When he remembered the cold expression on her face, his skin crawled. He blushed when he thought of the sentimental love letters he had written in the past. He knew that the women who had received them were now waddling contentedly down the street, clutching their pregnant bellies, while the men who had sent them were returning to him on the sly, asking him to pen letters to their new mistresses.
‘Love is a waste of time,’ the old woman told him. ‘If that writer wants to marry my daughter, he should come and take a look at me first. I’m the image of who she will be nine thousand days from now. When he sees me, his love-sickness will vanish like a puff of smoke.’
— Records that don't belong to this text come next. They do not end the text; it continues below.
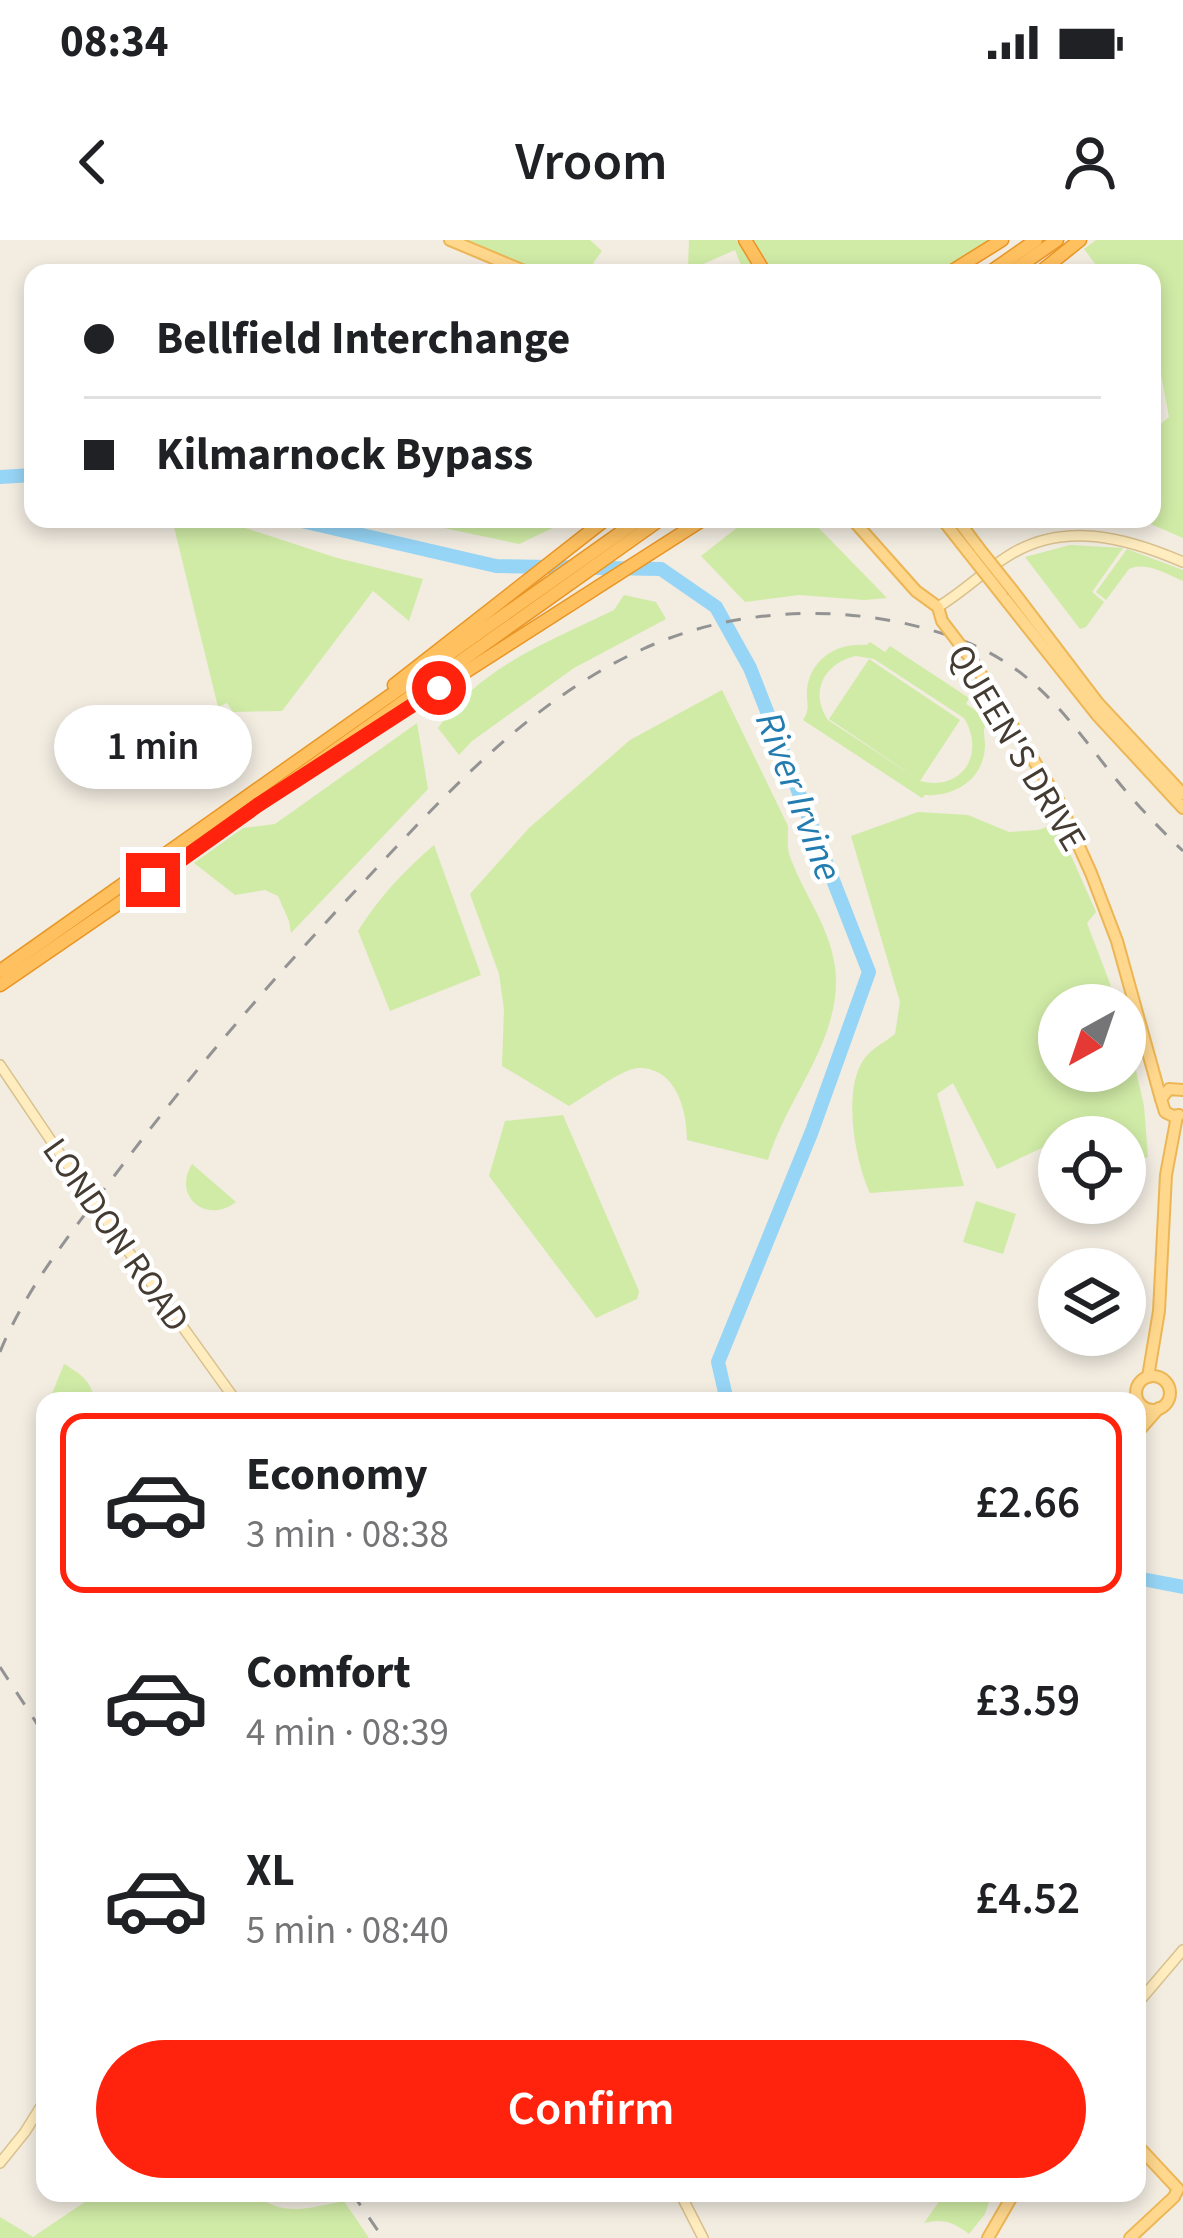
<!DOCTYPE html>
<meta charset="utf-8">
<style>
:root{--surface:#fff;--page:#f6f6f6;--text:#202124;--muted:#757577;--line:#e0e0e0;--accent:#ff220c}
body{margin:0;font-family:"Source Sans 3",sans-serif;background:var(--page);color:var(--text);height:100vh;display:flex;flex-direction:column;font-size:45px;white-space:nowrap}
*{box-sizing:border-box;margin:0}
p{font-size:39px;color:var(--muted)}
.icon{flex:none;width:66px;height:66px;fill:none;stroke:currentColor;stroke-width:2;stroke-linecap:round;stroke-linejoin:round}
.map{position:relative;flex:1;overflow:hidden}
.sheet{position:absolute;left:36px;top:1152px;width:1110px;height:810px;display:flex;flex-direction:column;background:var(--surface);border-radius:24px;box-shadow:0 6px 18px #0003}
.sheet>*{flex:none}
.banner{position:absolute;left:24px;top:24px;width:1137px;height:264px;border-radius:24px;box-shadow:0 6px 18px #0003;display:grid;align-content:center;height:264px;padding:0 60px;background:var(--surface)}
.needle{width:78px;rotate:220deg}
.fabs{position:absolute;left:1038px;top:744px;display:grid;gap:24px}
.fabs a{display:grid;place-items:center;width:108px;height:108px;border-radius:50%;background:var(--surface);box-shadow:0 6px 18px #0003;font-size:60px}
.end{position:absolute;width:54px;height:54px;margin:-27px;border:15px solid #ff220c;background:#fff;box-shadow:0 0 0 6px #fff}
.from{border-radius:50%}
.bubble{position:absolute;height:84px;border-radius:42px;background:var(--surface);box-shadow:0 6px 18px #0003;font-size:39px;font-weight:600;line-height:84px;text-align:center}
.banner b{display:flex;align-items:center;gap:42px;height:114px;font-size:45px}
.banner b+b{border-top:3px solid var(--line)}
.banner i{width:30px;height:30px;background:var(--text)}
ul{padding:21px 0 0;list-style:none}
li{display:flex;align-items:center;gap:36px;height:180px;margin:0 24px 18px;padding:0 36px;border:6px solid transparent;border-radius:24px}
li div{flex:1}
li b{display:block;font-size:45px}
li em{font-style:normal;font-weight:600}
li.selected{border-color:var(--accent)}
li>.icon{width:108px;height:108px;stroke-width:1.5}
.action{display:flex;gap:24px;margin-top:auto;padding:24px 60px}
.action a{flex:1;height:138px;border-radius:72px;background:var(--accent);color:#fff;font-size:48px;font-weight:600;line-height:138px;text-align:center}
.status{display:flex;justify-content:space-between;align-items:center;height:84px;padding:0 60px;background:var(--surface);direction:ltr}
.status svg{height:33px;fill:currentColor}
header{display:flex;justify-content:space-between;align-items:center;height:156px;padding:0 60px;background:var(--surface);font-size:54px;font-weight:600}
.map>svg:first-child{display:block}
.green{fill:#d0eba6;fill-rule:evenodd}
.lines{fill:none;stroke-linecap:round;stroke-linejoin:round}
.river{stroke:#97d5f6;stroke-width:14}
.secondary-casing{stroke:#d9c18f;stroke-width:12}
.primary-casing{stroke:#edb655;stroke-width:14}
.highway-casing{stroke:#e99524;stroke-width:15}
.secondary{stroke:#ffecbf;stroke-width:9}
.primary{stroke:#ffd88e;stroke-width:10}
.highway{stroke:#ffc160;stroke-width:12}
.rail{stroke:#939393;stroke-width:3;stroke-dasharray:15 15;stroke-linecap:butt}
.primary-bridge-casing{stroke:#edb655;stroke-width:14;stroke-linecap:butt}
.primary-bridge{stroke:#ffd88e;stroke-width:10}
.route{stroke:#ff220c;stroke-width:15}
.labels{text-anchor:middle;stroke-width:9;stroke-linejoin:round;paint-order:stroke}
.street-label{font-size:36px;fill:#443c32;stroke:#fff}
.water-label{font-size:39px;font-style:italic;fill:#237caf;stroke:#fff}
</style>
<div class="status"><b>08:34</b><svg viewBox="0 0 49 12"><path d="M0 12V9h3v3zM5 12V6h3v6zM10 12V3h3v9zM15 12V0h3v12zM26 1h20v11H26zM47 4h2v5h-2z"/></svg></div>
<header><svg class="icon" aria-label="back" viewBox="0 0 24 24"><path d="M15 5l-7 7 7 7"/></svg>Vroom<svg class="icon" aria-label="person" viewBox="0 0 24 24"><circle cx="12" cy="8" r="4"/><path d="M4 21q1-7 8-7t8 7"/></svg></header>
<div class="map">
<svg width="1183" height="1998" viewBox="0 0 1183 1998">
<rect width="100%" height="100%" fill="#f2ece1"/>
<g class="green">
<path d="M464,0H590L602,11L593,23L600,33H543Z"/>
<path d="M689,0H736L757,33H753L747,24L741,25L735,10L701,25L704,32L691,33L688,27Z"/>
<path d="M752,0H996L943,33H775Z"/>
<path d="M1096,0H1183V298L1146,282L1144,279H1152V191L1169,177L1159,123L1152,111V33H1102L1084,9Z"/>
<path d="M172,279H218L337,318L423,339L409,381L373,351L282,471L233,472L227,463L218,467Z"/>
<path d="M401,279H572L519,304Z"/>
<path d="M748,279H810L887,358L864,360L799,355L745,362L701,316Z"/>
<path d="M1070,305L1123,308L1092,352L1104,362L1086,387L1080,389L1025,317Z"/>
<path d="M1127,309L1183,330V341C1166,334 1147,321 1129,329L1106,360L1096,352Z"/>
<path d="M624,355L656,362L666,379L574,428L472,501L459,515L438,488C481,426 548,402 614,370Z"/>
<path d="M870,402L885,412L890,406L969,458L966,464L989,479C981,490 985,494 985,506C984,539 955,557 925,555L922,558L803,480C811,468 806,464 807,450C810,419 837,402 867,405ZM856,416L874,419L964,478C986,514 962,552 920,541L960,480L869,419L829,479L919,540L828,480C809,452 824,423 856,416Z"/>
<path d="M722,450L788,586C788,595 787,605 789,614C802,652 830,686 835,727C844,797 787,856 768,920L687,900C687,870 676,827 638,828C622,829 584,857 569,866L502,826L504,769L499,734L470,654L529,588L630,500Z"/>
<path d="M417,483L428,549L291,693L289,681L278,656L265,650L235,655L194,623L243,588L275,584Z"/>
<path d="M918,572L968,575L1009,592L1038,590L1057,584L1096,672L1087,683L1118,765H1059V831H1125V783L1144,866L1148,917L1125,926V897H1077L1074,892L1059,897V900L997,929L953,843L937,854L964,946L870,953C855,921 842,850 864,819C871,809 885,802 895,794L900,762L851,596Z"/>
<path d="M434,605L481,735L390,771L358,691C379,657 404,631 434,605Z"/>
<path d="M563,875L639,1051L637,1059L596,1078L489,936L505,881Z"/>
<path d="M192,924L236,962C206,985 172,956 192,924Z"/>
<path d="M976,961L1016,974L1003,1014L963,1002Z"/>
<path d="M64,1124C81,1134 91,1141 95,1161H49Z"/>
<path d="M98,1953H253C282,1978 309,1968 344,1961L369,1998H0V1977L33,1997Z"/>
<path d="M945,1953H992L985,1974L969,1994C954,1982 942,1978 924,1983Z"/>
</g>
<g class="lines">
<g class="river">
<path d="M0,237L33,235"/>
<path d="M293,279L496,326L661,329L716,367L750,428L869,732L812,891L718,1122L727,1161"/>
<path d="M1137,1338L1183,1347"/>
</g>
<g class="secondary-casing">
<g id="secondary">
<path d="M938,367C963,352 984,331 1008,316C1064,280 1127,298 1183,322"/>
<path d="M0,825L85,951L236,1161"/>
<path d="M1137,1764L1183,1710"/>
<path d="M0,1923L25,1892L45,1860"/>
<path d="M680,1953L703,1998"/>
</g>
</g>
<g class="primary-casing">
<g id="primary">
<path d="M450,0L529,33"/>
<path d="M852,279L916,351L938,367L942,381"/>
<path d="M942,279L968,312"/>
<path d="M957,279L978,307"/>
<path d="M1013,351L1098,463L1183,554"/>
<path d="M1002,355L1097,475L1183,568"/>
<path d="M974,423L1058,560L1091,633L1117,701L1161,859"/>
<path d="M1179,875L1173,876L1165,872L1161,859L1169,849L1183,850"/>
<circle cx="1153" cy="1153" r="17"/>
<path d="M1148,1137L1159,1071L1166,935L1177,876"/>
<path d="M1137,1193L1159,1168"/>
<path d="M988,1998L1014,1953"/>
<path d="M1130,1998L1174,1957L1178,1949L1137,1905"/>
</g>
</g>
<g class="highway-casing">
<g id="highway">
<path d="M745,0L765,33"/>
<path d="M949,33L1002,0"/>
<path d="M989,33L1036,0"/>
<path d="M1010,33L1057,0"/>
<path d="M1039,33L1080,0"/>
<path d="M394,445L606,279"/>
<path d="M417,463L704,279"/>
<path d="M0,731L640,279"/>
<path d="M0,745L118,664L661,279"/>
</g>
</g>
<use href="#secondary" class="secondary"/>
<use href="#primary" class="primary"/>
<use href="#highway" class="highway"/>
<g class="rail">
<path d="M0,1112C28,1043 79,983 124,923C201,821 284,726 372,633C451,548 536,457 643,409C743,363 869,362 971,404C1039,433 1071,483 1115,538C1136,564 1159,588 1183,611"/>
<path d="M0,1427L45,1496"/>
<path d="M352,1953L383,1998"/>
</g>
<g class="primary-bridge-casing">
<g id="primary-bridge">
<path d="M978,307L1013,351"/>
<path d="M968,312L1002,355"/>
<path d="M942,381L974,423"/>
</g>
</g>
<use href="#primary-bridge" class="primary-bridge"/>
</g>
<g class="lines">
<path class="route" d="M153,640L258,565L439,448"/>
</g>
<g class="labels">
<g class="street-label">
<text transform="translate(1018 507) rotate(59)" y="13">QUEEN'S DRIVE</text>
<text transform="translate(117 994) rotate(55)" y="13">LONDON ROAD</text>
</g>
<g class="water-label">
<text transform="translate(800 556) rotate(69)" y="14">River Irvine</text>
</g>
</g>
</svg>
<div class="fabs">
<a><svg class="needle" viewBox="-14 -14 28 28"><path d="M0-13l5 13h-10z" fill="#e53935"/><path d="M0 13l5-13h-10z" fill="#757577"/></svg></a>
<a><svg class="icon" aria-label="locate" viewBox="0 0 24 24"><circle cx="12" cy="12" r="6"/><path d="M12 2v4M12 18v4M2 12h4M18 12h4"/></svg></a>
<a><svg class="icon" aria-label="layers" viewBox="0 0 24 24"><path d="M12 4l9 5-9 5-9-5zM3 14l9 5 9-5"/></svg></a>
</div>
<i class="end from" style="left:439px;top:448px"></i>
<i class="end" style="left:153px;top:640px"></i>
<div class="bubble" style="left:54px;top:465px;width:198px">1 min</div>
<div class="banner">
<b><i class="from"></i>Bellfield Interchange</b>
<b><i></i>Kilmarnock Bypass</b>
</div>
<section class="sheet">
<ul>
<li class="selected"><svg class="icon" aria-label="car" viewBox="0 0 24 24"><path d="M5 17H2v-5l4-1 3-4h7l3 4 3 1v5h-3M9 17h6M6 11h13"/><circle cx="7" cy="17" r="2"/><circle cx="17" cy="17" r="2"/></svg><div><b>Economy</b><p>3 min · 08:38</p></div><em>£2.66</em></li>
<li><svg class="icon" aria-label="car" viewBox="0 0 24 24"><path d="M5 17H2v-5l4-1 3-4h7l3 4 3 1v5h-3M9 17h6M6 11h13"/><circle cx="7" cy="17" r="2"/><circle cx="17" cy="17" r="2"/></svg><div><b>Comfort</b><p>4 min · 08:39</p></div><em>£3.59</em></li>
<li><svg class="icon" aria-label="car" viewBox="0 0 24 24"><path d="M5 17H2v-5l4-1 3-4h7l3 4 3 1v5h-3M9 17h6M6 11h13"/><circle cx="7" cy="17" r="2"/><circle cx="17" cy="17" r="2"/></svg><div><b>XL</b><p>5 min · 08:40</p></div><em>£4.52</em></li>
</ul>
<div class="action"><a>Confirm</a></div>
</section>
</div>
The old woman mumbled on to him about how young people today confuse heartache with suffering. She said they are two different things: real suffering courses through the body like blood, but heartache is a fleeting reaction to a petty lovers’ tiff. She said if one feels elated with the joys of love, then it means one has not delved fully enough into one’s partner’s soul. Finally, after she told him that the daughter who ignored all her letters was planning to perform a public suicide, she cried: ‘She really is my reincarnation! Nobody can stand in her way. She’s planning to hire a tiger from the zoo and feed herself to it. If she returns to this world, we’ll form an unbeatable team.’
After the old woman walked away, the street writer had to tap his head before he could think clearly again. That evening, he returned to his shed in the entrance passage of an apartment block in the centre of town, and tried to sort out the old woman’s muddled thoughts. (Apparently the shed’s previous owners — a mother and son who ran a private crematorium business — had taken a trip to the suburbs one day, and hadn’t been seen again since.) He focused his mind; the light bulb hanging above him shone on his balding head. Although he lacked the old woman’s sharp eyes that could see through the vanity of this world, the grey matter inside his skull had been taxed so hard over the years that wiry hairs jutted from his nostrils.
He had a face that indicated he was not suited to manual labour. It was heart-shaped, and as white as the moon. His lips were as moist and red as those of a young girl — although this was probably an early sign of tuberculosis. The whites of his eyes were yellow. He often smiled for no reason. When he was listening to the old woman’s story, and later writing the letter for her, the smile had never once left his face.
As he sat beneath the light bulb staring at the brick wall, his thoughts turned to Chi Hui, a girl he had been writing to for one of his clients. Although he developed strong feelings for almost every woman he wrote to, it was to Chi Hui that his mind returned most frequently. Thinking about her, he felt his spirit take flight like a plastic bag dancing in the wind. In the past, thoughts of her made him reflect on maple leaves in spring, the smell of foreign cigarettes, the similarity between urethras and the gutters on the streets, or a couple embracing casually as they emerge from the public latrines. But the old woman’s words had upset his usual pattern of thought, and his mind became confused.